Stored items
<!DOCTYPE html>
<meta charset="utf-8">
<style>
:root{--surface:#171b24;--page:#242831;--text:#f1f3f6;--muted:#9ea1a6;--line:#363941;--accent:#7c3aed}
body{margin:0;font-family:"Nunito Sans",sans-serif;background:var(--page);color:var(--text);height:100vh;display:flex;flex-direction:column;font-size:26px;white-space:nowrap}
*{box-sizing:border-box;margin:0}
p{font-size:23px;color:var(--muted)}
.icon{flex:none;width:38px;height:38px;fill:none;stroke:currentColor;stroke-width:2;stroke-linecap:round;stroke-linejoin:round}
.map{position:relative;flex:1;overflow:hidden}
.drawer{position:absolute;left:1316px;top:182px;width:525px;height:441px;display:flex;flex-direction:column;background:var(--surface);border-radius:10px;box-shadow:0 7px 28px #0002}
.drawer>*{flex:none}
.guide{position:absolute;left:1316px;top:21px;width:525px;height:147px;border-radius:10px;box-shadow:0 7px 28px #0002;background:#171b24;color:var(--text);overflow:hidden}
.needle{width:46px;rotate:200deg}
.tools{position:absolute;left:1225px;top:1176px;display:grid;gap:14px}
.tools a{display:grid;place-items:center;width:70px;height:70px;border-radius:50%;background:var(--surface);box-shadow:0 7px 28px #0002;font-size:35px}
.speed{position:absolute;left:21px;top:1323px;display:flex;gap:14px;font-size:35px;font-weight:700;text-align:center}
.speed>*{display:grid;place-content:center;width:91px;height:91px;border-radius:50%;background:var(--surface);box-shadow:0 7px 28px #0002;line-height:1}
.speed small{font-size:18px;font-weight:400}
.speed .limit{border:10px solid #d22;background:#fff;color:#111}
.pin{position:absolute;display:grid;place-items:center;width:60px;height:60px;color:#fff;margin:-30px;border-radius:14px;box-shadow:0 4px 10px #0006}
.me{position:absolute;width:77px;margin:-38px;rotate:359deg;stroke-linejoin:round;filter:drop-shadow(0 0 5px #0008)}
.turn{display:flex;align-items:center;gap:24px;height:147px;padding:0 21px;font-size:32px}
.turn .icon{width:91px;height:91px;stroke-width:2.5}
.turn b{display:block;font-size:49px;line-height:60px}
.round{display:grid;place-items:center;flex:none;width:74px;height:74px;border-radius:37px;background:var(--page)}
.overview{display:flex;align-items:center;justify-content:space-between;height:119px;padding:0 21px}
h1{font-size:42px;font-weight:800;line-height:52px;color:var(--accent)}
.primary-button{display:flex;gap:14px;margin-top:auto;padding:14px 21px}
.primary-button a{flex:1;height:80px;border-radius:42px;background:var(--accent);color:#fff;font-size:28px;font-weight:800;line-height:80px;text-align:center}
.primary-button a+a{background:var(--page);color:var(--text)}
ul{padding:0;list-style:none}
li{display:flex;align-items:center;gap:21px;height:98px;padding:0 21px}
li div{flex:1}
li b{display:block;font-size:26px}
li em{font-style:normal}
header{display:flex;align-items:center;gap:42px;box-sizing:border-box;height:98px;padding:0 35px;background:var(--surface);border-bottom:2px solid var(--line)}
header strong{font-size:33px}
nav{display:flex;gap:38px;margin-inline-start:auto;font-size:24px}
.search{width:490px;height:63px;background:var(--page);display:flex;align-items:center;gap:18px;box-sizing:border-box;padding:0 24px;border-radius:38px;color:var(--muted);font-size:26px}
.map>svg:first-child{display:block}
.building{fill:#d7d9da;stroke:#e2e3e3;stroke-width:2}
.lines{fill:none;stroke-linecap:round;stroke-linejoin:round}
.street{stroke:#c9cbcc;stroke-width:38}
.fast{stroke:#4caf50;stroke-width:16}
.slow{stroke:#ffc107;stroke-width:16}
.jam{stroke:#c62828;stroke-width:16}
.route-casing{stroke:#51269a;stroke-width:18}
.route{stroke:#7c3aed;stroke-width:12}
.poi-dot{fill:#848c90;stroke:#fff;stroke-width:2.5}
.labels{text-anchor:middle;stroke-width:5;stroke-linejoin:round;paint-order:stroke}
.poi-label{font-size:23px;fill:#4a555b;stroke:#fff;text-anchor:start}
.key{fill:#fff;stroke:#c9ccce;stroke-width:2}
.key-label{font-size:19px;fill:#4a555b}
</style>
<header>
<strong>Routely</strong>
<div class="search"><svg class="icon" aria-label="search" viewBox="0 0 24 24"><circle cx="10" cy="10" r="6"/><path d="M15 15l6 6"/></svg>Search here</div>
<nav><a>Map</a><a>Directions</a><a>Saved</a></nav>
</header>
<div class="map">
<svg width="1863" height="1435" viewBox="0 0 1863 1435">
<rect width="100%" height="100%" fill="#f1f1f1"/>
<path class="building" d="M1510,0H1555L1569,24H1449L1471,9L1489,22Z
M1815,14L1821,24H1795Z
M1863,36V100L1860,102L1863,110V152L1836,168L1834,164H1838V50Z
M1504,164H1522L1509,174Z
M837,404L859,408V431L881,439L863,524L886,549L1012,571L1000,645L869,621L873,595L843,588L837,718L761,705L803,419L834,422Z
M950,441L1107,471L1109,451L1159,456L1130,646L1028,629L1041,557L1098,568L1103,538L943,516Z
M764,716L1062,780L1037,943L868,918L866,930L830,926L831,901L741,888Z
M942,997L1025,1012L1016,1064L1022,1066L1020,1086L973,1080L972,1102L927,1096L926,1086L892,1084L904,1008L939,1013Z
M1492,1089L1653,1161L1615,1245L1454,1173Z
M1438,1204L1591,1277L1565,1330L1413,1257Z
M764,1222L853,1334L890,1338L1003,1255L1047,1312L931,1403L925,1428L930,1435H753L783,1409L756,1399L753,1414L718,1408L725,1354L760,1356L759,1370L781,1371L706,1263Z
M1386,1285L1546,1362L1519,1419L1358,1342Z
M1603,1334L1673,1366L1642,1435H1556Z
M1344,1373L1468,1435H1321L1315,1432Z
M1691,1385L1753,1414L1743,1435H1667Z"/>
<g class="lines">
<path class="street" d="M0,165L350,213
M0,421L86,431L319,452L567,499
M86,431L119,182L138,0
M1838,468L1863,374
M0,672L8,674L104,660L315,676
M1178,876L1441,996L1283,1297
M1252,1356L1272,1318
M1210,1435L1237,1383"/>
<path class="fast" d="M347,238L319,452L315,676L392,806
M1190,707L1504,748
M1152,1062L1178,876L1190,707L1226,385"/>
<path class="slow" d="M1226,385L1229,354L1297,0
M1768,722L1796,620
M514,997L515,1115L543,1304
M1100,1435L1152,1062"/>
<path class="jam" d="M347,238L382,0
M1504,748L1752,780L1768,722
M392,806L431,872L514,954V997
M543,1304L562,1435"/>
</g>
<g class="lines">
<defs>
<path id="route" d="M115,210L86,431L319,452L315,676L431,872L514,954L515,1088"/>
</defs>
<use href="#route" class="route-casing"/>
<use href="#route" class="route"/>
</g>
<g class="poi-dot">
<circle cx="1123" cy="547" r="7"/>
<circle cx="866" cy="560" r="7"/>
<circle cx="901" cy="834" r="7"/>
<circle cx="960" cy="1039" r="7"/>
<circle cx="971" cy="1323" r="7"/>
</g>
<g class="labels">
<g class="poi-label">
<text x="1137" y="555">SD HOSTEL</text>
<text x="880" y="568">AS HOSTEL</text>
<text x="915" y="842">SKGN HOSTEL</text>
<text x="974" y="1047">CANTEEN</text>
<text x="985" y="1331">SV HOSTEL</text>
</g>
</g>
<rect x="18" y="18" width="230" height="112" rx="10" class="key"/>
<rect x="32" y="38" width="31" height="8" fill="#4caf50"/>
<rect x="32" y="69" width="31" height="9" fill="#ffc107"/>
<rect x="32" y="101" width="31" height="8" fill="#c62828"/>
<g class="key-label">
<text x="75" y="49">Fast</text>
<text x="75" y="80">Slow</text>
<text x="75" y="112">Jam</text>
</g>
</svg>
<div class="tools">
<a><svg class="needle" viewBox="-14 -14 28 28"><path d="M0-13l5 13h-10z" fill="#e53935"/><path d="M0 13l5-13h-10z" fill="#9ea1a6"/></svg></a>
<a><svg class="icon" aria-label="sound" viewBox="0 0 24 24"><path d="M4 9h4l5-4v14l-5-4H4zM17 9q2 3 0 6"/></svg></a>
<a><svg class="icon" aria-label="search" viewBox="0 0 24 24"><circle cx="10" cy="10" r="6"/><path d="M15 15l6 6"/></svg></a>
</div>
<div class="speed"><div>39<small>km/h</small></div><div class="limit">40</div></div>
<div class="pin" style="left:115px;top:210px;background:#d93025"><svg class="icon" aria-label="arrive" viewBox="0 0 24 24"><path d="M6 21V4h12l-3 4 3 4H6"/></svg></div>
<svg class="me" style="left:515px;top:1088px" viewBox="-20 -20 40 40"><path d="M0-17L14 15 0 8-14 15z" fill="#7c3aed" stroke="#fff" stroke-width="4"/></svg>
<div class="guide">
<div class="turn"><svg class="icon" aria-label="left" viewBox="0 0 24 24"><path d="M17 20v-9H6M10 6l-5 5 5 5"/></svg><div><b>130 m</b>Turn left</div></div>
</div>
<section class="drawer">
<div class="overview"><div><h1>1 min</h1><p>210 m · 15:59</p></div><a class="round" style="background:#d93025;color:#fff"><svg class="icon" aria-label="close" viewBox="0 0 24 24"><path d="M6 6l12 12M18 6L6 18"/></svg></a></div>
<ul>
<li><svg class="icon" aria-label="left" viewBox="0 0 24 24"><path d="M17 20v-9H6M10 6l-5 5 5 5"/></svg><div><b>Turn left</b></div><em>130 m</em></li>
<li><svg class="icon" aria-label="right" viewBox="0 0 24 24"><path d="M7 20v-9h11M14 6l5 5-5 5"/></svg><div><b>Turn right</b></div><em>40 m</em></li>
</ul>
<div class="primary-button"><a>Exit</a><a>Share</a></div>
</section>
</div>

- _Try it_
All lines of the entries above where "position" turns up should be reported.

- _Response for this exercise_
.map{position:relative;flex:1;overflow:hidden}
.drawer{position:absolute;left:1316px;top:182px;width:525px;height:441px;display:flex;flex-direction:column;background:var(--surface);border-radius:10px;box-shadow:0 7px 28px #0002}
.guide{position:absolute;left:1316px;top:21px;width:525px;height:147px;border-radius:10px;box-shadow:0 7px 28px #0002;background:#171b24;color:var(--text);overflow:hidden}
.tools{position:absolute;left:1225px;top:1176px;display:grid;gap:14px}
.speed{position:absolute;left:21px;top:1323px;display:flex;gap:14px;font-size:35px;font-weight:700;text-align:center}
.pin{position:absolute;display:grid;place-items:center;width:60px;height:60px;color:#fff;margin:-30px;border-radius:14px;box-shadow:0 4px 10px #0006}
.me{position:absolute;width:77px;margin:-38px;rotate:359deg;stroke-linejoin:round;filter:drop-shadow(0 0 5px #0008)}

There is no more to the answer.